I spend much of the weekend at their traditional wacipi, or powwow. watching the dancers and listening to drums. Before I go home, I stop to say goodbye to Dinesen.
As we chat, I leaf through a book by Curtis Dahlin, "Dakota Uprising Victims, Gravestones & Stories." The accounts of violence against settlers are graphic.
"After I read it, I was mad,'' Dinesen admits. ''You get really torn when you start looking into this story.''
No, it's not a pretty story. Unfortunately, it's all ours.
Trip Tips: Learning about the U.S.-Dakota War of 1862
Background: The Minnesota Historical Society maintains a website about the events of 1862.
Many books about the war are available at the Minnesota History Center and from the Minnesota Historical Society Press, including "The Dakota War of 1862'' by Kenneth Carley.
© Beth Gauper
At Birch Coulee, U.S. forces suffered their biggest setback.
Planning a trip: Here's a handy map of the Minnesota River Valley Scenic Byway.
For information on the towns and attractions on the Upper Minnesota River, call Prairie Waters tourism, 866-866-5432. A Minnesota DeLorme Atlas & Gazetteer is helpful in finding sites.
Touring: A mobile-phone tour provides stories and reflections at stops along the route.
The history trail from east to west
All sites are along the Minnesota River. Henderson is an hour southwest of Minneapolis; Montevideo is 2½ hours west.
For more details about the area and the war, see River with a past.

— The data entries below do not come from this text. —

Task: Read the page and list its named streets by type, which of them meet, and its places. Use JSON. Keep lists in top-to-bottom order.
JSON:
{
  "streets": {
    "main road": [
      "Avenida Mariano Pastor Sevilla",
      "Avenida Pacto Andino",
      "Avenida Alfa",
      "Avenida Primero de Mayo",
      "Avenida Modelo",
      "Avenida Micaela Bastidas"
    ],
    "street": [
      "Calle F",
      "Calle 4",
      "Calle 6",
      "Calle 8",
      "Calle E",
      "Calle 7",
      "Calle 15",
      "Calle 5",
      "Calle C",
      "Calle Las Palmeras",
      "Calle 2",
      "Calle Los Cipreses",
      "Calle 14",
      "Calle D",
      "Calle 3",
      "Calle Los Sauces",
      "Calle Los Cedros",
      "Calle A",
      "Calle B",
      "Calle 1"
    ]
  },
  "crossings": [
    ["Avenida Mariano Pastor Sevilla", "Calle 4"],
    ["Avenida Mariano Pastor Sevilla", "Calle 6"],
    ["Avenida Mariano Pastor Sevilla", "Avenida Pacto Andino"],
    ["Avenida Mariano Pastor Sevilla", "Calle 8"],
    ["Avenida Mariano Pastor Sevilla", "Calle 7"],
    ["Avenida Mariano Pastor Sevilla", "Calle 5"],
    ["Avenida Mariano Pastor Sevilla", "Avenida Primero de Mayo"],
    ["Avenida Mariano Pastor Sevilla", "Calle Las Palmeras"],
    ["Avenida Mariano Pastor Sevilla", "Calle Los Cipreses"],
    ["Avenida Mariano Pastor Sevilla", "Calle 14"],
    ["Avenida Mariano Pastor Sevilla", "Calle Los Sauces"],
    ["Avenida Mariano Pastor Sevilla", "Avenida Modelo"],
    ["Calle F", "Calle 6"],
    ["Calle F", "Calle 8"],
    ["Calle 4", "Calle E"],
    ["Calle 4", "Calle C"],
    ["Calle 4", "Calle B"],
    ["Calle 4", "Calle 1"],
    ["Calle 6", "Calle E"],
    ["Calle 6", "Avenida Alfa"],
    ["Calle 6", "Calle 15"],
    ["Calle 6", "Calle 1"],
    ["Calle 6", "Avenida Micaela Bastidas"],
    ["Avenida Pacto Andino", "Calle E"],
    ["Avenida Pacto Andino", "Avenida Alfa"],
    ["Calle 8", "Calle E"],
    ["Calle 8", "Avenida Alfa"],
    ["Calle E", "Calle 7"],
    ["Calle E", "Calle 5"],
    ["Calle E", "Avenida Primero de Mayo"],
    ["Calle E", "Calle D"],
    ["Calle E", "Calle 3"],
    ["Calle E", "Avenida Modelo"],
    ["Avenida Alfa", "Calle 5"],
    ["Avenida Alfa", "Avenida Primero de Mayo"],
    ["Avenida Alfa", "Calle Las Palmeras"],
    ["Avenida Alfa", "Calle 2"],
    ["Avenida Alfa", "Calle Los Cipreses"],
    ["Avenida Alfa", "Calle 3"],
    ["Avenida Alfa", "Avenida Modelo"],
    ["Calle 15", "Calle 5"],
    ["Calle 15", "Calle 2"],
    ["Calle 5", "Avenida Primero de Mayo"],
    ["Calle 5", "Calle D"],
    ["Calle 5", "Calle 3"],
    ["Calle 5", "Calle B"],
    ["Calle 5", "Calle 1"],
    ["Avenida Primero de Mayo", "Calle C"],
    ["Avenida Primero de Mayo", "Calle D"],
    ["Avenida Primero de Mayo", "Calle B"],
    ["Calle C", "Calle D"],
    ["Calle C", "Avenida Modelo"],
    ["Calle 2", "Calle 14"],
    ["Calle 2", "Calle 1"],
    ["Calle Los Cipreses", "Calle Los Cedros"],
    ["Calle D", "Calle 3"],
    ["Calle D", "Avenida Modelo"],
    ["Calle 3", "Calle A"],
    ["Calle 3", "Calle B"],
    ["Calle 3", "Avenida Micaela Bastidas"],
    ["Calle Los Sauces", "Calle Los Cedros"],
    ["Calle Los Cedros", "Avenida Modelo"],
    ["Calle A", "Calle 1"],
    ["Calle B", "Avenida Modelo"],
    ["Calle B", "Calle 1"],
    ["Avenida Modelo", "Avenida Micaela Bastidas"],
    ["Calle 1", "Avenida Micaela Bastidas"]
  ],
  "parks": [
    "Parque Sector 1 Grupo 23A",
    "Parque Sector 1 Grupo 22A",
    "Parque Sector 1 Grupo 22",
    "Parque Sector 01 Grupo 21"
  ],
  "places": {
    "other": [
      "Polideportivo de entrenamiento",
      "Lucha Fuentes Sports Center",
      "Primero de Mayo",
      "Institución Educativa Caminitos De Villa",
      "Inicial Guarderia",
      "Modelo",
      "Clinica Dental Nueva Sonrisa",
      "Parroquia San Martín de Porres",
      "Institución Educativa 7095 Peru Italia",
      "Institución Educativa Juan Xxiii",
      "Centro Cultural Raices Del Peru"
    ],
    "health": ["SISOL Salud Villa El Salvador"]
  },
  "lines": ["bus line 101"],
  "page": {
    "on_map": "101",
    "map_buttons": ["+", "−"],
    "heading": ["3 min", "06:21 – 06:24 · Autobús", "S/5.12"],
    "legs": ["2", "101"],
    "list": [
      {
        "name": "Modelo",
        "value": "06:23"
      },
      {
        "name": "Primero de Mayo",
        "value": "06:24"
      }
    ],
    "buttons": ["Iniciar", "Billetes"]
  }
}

Joseph R. Brown Minnesota River Center in Henderson. Brown fur trader, political operative, Indian agent, newspaper editor, inventor played an important role in the conflict. He was fluent in Dakota and was married to three part-Dakota women, but it's hard to tell if he was friend or foe.
Treaty Site History Center in St. Peter. This center on the north edge of St. Peter, off U.S. 169, contains copies of the "trader's papers" that allowed white men to siphon off virtually all the money the Dakota received under 1851 and 1858 treaties.
Mankato: The site of the 1862 hanging is marked at Reconciliation Park, off Riverfront Drive, by a white limestone buffalo.
© Beth Gauper
In New Ulm, the Brown County Historical Society includes exhibits on the war.
Fort Ridgely near Fairfax. There are exhibits in the restored commissary and interpretive markers on the grounds, which include the stone foundations of fort buildings. It's in Fort Ridgely State Park, seven miles south of Fairfax off Minnesota 4.
Lower Sioux Agency near Morton. This site, managed by the Lower Sioux Indian Community, was the first place attacked during the 1862 war.
It has an illuminating museum and an 1861 stone warehouse that is the only original building remaining. It's nine miles east of Redwood Falls.
Birch Coulee Battlefield near Morton. This beautiful restored prairie is where Dakota warriors surprised a burial party sent from Fort Ridgely, in a battle that became the biggest setback for U.S. troops in the 1862 conflict.
Self-guided trails and displays explain events. It's three miles north of Morton at the junction of county roads 2 and 18, one mile east of U.S. 71.
Joseph R. Brown ruins between Redwood Falls and Granite Falls. This state wayside is along County Road 15 on the north side of the river.
Upper Sioux Agency State Park near Granite Falls. Interpretive markers tell the site's history, and two tipis can be rented for overnight stays. It's eight miles southeast of Granite Falls.
Wood Lake Battlefield near Granite Falls. The final battle was held just south of the Upper Sioux Agency on County Road 18, just west of Minnesota 67. There's a monument.
Camp Release near Montevideo. On Sept. 26, 1862, Col. Henry Hastings Sibley received 269 captives from the Dakota and took into custody 1,200 Dakota. There's a monument at the site, 1½ miles west of town on County Road 212.